== Segment start ==

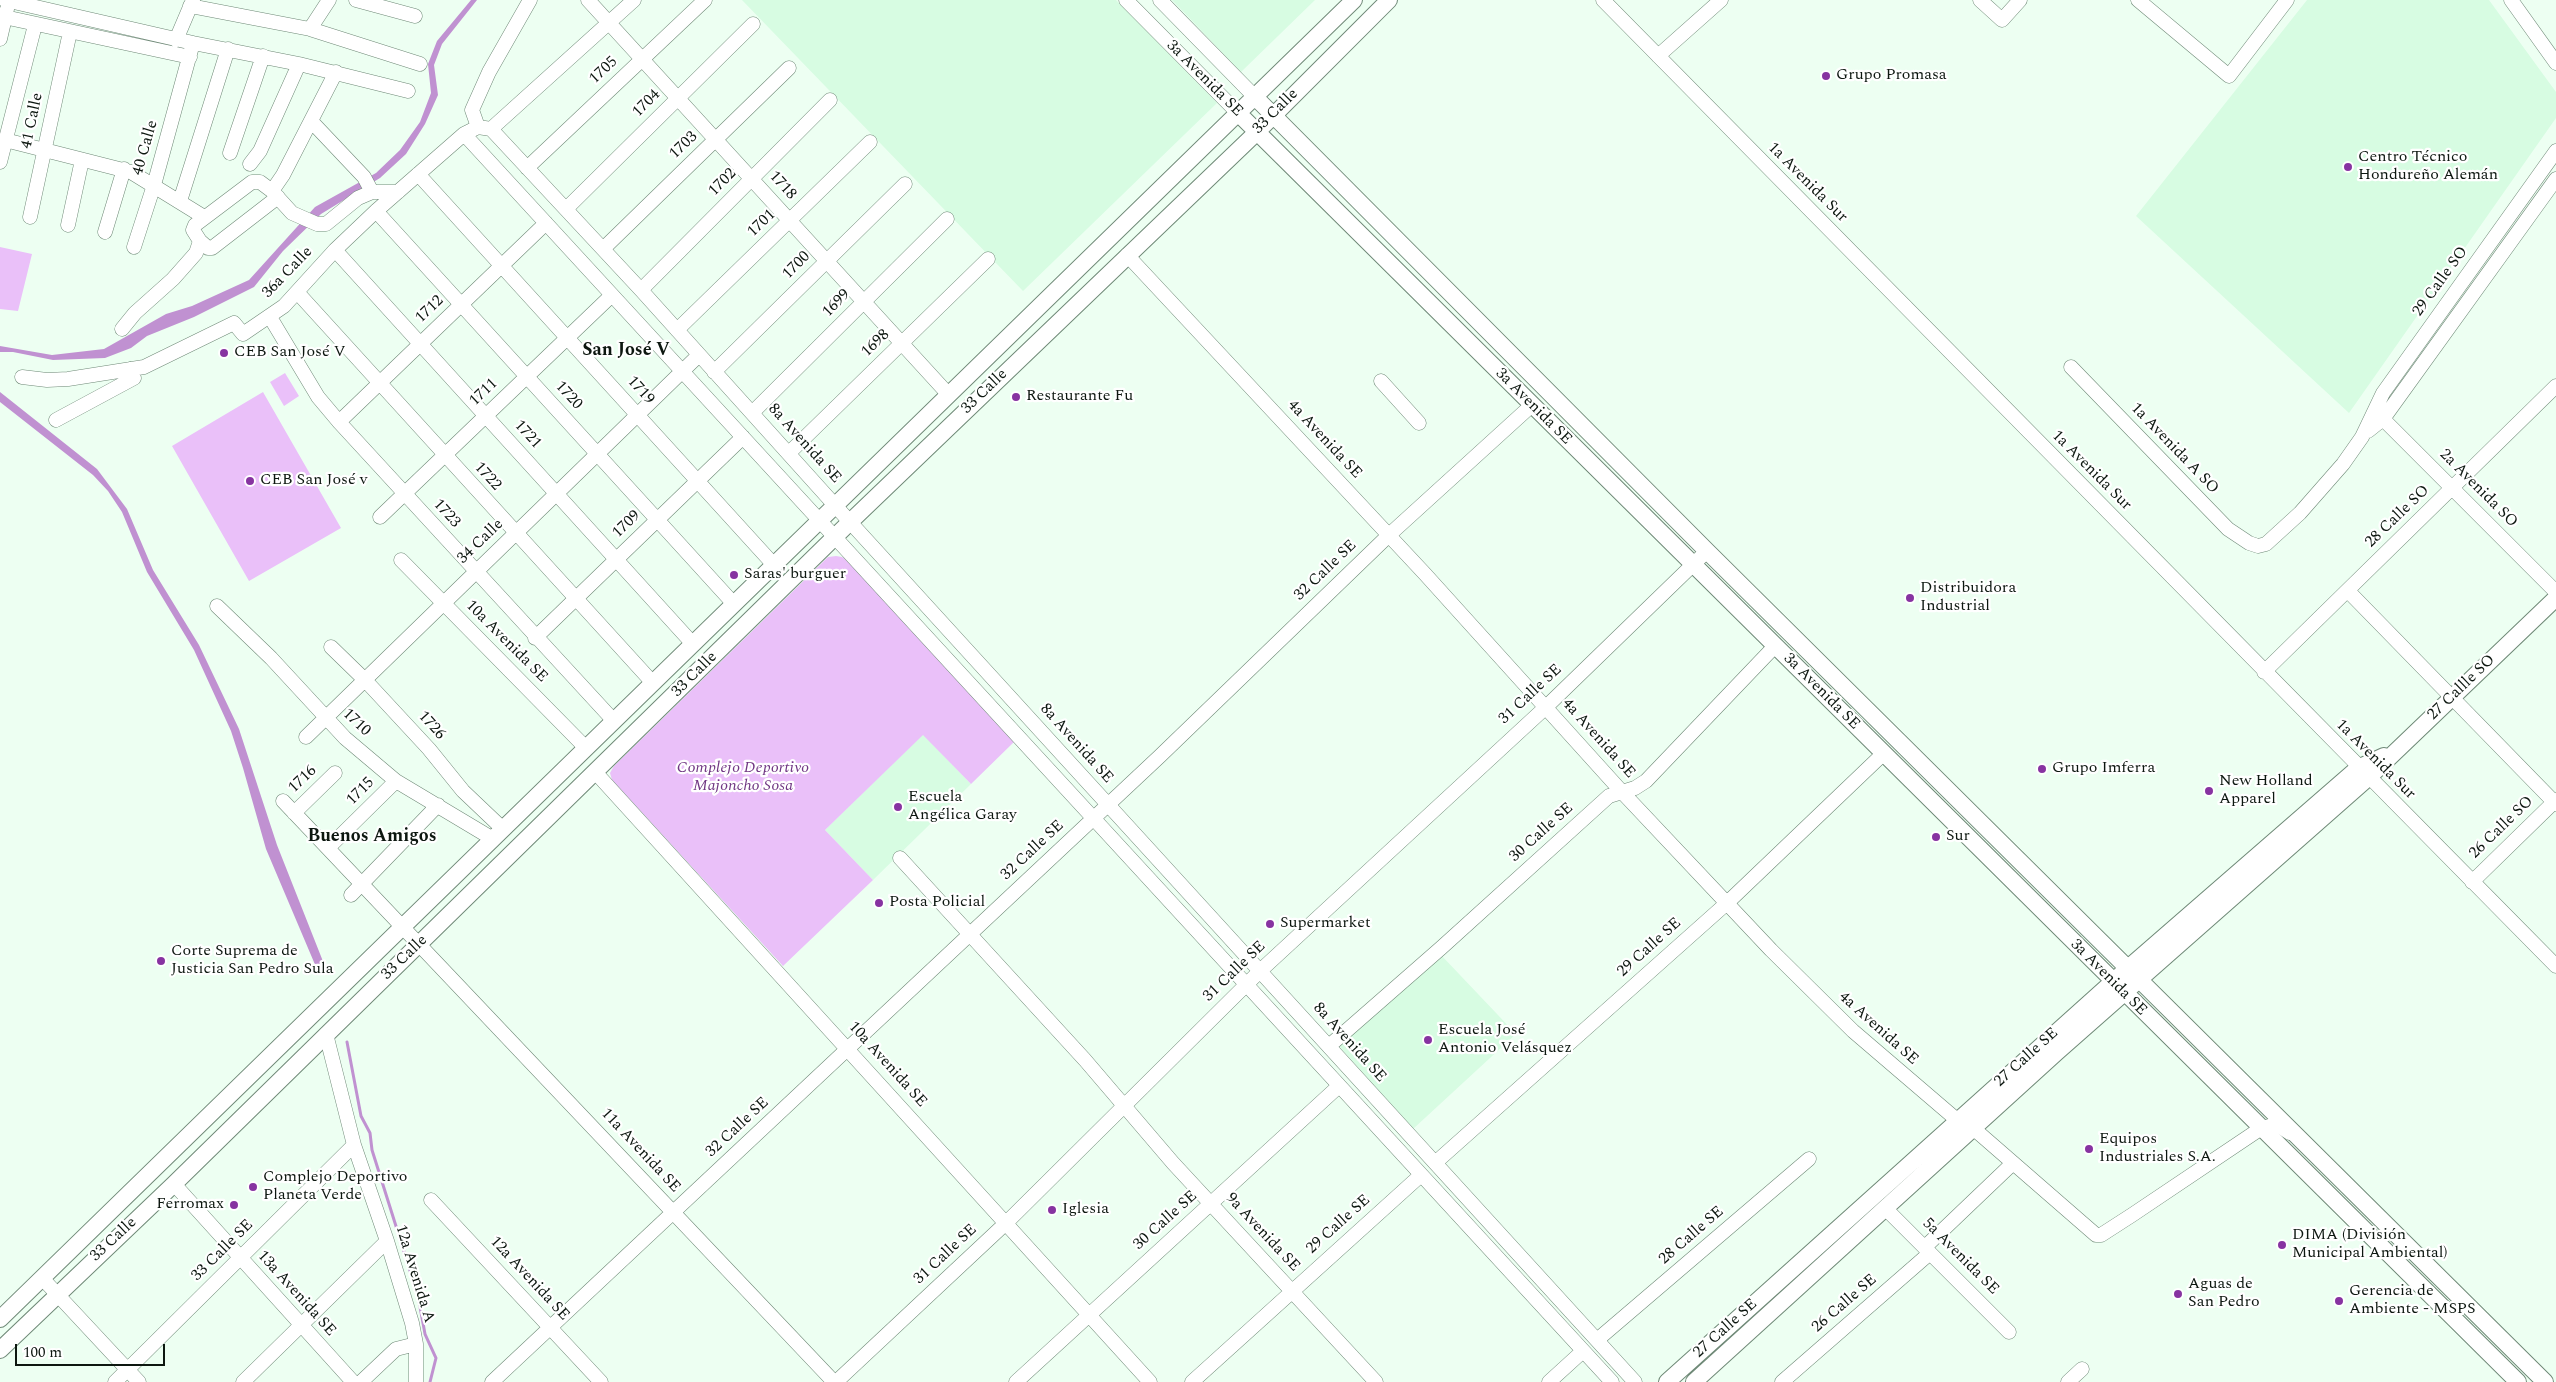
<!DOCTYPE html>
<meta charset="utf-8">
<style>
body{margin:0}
#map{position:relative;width:2556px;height:1382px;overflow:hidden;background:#edfff2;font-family:Spectral,serif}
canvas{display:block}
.scale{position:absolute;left:15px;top:1344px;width:150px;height:22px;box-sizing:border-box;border:2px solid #0d1710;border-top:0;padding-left:6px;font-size:15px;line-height:18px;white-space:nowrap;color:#0d1710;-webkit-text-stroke:4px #fff;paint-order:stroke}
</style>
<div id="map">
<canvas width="2556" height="1382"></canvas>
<div class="scale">100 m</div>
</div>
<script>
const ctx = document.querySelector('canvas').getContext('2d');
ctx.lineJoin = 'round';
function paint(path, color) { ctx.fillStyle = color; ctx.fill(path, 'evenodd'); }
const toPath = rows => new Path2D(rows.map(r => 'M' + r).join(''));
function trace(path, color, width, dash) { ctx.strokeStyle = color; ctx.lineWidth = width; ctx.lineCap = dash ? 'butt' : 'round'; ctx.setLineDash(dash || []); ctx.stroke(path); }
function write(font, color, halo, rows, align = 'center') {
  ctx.font = font + ' Spectral,serif'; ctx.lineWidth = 4.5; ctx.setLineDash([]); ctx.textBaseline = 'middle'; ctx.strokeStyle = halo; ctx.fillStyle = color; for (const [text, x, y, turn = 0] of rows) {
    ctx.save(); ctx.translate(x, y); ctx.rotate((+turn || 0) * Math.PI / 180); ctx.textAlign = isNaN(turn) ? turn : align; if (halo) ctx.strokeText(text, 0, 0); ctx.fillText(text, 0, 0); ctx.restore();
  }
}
paint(toPath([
 [742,0,1116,0,1217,103,1023,291],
 [1172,0,1315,0,1241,72],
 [2307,0,2489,0,2556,92,2556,118,2349,413,2136,216],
 [923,734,971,784,873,880,825,830],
 [1441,955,1516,1034,1413,1129,1339,1046]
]), '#d7fce2');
paint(toPath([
 [0,247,32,254,18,311,0,309],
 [285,373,299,396,284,406,270,382],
 [263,392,341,528,249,581,172,446],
 [836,556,842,557,848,561,1014,742,971,784,923,735,825,830,873,880,783,966,612,780,610,773,614,766,828,557]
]), '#eac0f9');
paint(toPath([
 [471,0,477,0,442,44,434,65,438,95,425,124,406,154,380,178,321,214,283,251,254,287,194,317,147,336,131,348,105,358,53,360,13,352,0,352,0,346,52,355,104,349,166,314,192,306,249,280,315,207,376,173,400,150,420,122,431,93,428,64,437,41],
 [0,392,97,469,127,509,153,570,199,645,239,729,277,845,326,969,323,975,319,974,266,849,243,768,231,731,194,650,147,572,122,512,108,491,93,475,0,402]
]), '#c091d1');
trace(toPath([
 [347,1042,361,1116,370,1133,372,1150,418,1296,425,1334,436,1358,430,1382]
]), '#c091d1', 3);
const minor = toPath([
 [5,0,193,43],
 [356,0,415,16],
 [588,0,949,395],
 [1126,0,1238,113],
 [1160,0,1255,97],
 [1603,0,2556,966],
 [1980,0,2002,20,2020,0],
 [2138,0,2229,76,2287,0],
 [2511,0,2556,63],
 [190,6,310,29,420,64],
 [0,16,190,57],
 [310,29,329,0],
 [0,39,7,9],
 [176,40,193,0],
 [1658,56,1721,0],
 [311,121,364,177,372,192],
 [478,127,472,110,489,72,530,0],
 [491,129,641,290,850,522,1635,1382],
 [491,129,634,0],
 [464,134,1612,1382],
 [5,140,131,172,204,217],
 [230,153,263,56],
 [0,162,35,25],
 [250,164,260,151,299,64],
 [527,168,705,0],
 [418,174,774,565],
 [272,191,283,175,336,72],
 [180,201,228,49],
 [566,209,753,24],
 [376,211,734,604],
 [30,217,70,32],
 [68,225,82,160],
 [105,232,124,169],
 [200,241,208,248,212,248,278,197],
 [134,247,154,185,193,43,299,64,408,91],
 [603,249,789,68],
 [335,250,693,644],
 [1127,255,1425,574,1622,792,1771,950,1853,1031,1957,1120],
 [641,290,830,100],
 [297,292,653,683],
 [270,317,318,397,339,422,614,721],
 [122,329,135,313,173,279,196,253,200,241,193,230,195,225,252,182,260,182,272,191,292,213,317,224,326,224,358,198,372,192,398,192],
 [677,330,870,142],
 [2071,367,2228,529,2249,543,2258,546,2266,544,2300,513,2343,464,2362,437,2383,393,2556,151],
 [714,372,905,184],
 [22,377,47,380,68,379,144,367,234,323,243,334,284,306,335,250,376,211,464,134,478,127,491,129],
 [1381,381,1419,423],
 [2376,412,2556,592],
 [752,413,947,219],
 [56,420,134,378,130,369],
 [339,422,546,223],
 [2368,431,2383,419,2556,179],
 [789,453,988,259],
 [380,517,612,295],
 [401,560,586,748],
 [2348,591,2556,804],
 [217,606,271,658,345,738,396,781,493,839],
 [535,638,743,437],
 [331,647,365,680,429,749,463,791,503,829],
 [2264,672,2556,386],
 [306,737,699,355],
 [596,773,1150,1382],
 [283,801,834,1382],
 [294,813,335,773],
 [328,848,396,781],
 [900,858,1085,1060,1173,1163,1376,1382],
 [2472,882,2556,800],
 [351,895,438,805],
 [326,1034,354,1145,387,1241,412,1323,416,1344,416,1382],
 [1329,1046,1441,948,1609,796,1635,788,1646,781,1775,646],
 [1973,1128,2096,1235,2101,1235,2132,1215,2260,1129,2276,1124,2290,1133],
 [1435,1163,1727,903,1883,754],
 [174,1184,353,1382],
 [431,1200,601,1382],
 [1885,1208,2009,1332],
 [1925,1247,2012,1164],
 [42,1278,139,1382],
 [1597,1340,1809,1159],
 [115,1382,354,1145],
 [243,1382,387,1241],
 [361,1382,396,1349,416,1344],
 [492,1382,1160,756,1389,535,1532,405],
 [836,1382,1006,1223,1260,971,1546,707,1707,551],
 [1016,1382,1339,1086],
 [1192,1382,1421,1175],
 [1549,1382,1583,1351],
 [1782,1382,1930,1253],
 [2068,1382,2082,1369]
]);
const major = toPath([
 [1255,97,1707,551,2545,1382],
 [1238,113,2518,1382],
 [0,1319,1354,0],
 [0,1350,174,1184,850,522,1257,132,1389,0],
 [1667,1382,2127,969,2358,768,2384,756],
 [1694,1382,2057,1052,2368,778,2556,598]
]);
trace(minor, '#6f8977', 15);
trace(major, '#6f8977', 18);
trace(minor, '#fff', 14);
trace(major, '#fff', 16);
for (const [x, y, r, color] of [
 [1826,76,5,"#8733a1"],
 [2348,167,5,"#8733a1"],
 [224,353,5,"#8733a1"],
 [1016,397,5,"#8733a1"],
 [250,481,5,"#8733a1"],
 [734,575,5,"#8733a1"],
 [1910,598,5,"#8733a1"],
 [2042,769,5,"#8733a1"],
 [2209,791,5,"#8733a1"],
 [898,807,5,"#8733a1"],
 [1936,837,5,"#8733a1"],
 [879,903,5,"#8733a1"],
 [1270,924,5,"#8733a1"],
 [161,961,5,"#8733a1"],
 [1428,1040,5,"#8733a1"],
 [2089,1149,5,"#8733a1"],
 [253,1187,5,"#8733a1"],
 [234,1205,5,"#8733a1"],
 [1052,1210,5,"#8733a1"],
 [2282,1245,5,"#8733a1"],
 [2178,1294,5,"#8733a1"],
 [2339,1301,5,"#8733a1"]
]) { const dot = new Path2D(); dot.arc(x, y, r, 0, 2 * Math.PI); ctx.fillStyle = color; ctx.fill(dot); trace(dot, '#fff', 2); }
write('16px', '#0d1710', '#fff', [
 ["1705",604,71,-43],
 ["3a Avenida SE",1204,79,45],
 ["1704",647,104,-45],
 ["33 Calle",1276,112,-45],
 ["41 Calle",33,121,-78],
 ["1703",684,146,-44],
 ["40 Calle",146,148,-74],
 ["1702",723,183,-45],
 ["1a Avenida Sur",1807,183,45],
 ["1718",782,186,48],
 ["1701",762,224,-44],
 ["1700",797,266,-45],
 ["36a Calle",288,273,-46],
 ["29 Calle SO",2441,282,-54],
 ["1699",837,304,-45],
 ["1712",430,310,-44],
 ["1698",876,344,-44],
 ["1719",640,391,48],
 ["33 Calle",985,392,-44],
 ["1711",484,393,-44],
 ["1720",568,396,48],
 ["3a Avenida SE",1533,407,45],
 ["1721",527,435,48],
 ["4a Avenida SE",1324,440,47],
 ["8a Avenida SE",804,444,48],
 ["1a Avenida A SO",2174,449,46],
 ["1a Avenida Sur",2091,471,45],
 ["1722",487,477,48],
 ["2a Avenida SO",2478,489,45],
 ["1723",446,514,48],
 ["28 Calle SO",2398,517,-44],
 ["1709",627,525,-44],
 ["34 Calle",481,542,-44],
 ["32 Calle SE",1326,571,-44],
 ["10a Avenida SE",506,642,45],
 ["33 Calle",695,675,-45],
 ["27 Callle SO",2462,688,-44],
 ["3a Avenida SE",1821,692,45],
 ["31 Calle SE",1531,695,-43],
 ["1710",356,723,44],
 ["1726",431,726,48],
 ["4a Avenida SE",1598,739,48],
 ["8a Avenida SE",1076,744,48],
 ["1a Avenida Sur",2375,760,45],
 ["1716",303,780,-44],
 ["1715",361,792,-45],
 ["26 Calle SO",2502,828,-44],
 ["30 Calle SE",1542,833,-42],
 ["32 Calle SE",1033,851,-43],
 ["29 Calle SE",1650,948,-42],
 ["33 Calle",405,958,-44],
 ["31 Calle SE",1235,972,-44],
 ["3a Avenida SE",2108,978,45],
 ["4a Avenida SE",1878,1029,42],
 ["8a Avenida SE",1349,1043,48],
 ["27 Calle SE",2027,1058,-42],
 ["10a Avenida SE",887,1065,48],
 ["32 Calle SE",738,1128,-43],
 ["11a Avenida SE",640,1151,47],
 ["30 Calle SE",1166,1221,-42],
 ["29 Calle SE",1339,1225,-42],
 ["9a Avenida SE",1262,1233,47],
 ["28 Calle SE",1692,1236,-41],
 ["33 Calle",114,1240,-43],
 ["33 Calle SE",223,1251,-45],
 ["31 Calle SE",946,1255,-43],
 ["5a Avenida SE",1960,1257,45],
 ["12a Avenida A",414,1274,73],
 ["12a Avenida SE",529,1279,47],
 ["13a Avenida SE",296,1294,48],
 ["26 Calle SE",1845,1304,-41],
 ["27 Calle SE",1726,1329,-42]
]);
write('16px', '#0d1710', '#fff', [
 ["Grupo Promasa",1836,76],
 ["Centro Técnico",2358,158],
 ["Hondureño Alemán",2358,176],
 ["CEB San José V",234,353],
 ["Restaurante Fu",1026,397],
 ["CEB San José v",260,481],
 ["Saras' burguer",744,575],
 ["Distribuidora",1920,589],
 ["Industrial",1920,607],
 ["Grupo Imferra",2052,769],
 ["New Holland",2219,782],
 ["Apparel",2219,800],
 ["Escuela",908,798],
 ["Angélica Garay",908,816],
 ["Sur",1946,837],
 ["Posta Policial",889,903],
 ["Supermarket",1280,924],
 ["Corte Suprema de",171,952],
 ["Justicia San Pedro Sula",171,970],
 ["Escuela José",1438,1031],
 ["Antonio Velásquez",1438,1049],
 ["Equipos",2099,1140],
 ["Industriales S.A.",2099,1158],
 ["Complejo Deportivo",263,1178],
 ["Planeta Verde",263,1196],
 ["Ferromax",224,1205,"right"],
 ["Iglesia",1062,1210],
 ["DIMA (División",2292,1236],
 ["Municipal Ambiental)",2292,1254],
 ["Aguas de",2188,1285],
 ["San Pedro",2188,1303],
 ["Gerencia de",2349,1292],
 ["Ambiente - MSPS",2349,1310]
], 'left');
write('italic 16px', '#703683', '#fff', [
 ["Complejo Deportivo",743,769],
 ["Majoncho Sosa",743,787]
]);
write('bold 18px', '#0d1710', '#fff', [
 ["San José V",626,351],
 ["Buenos Amigos",372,837]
]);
</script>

== Segment end ==

YOUR TASK
Scan the entries above. Copy each line that has the string "canvas".

OUTPUT BELOW
canvas{display:block}
<canvas width="2556" height="1382"></canvas>
const ctx = document.querySelector('canvas').getContext('2d');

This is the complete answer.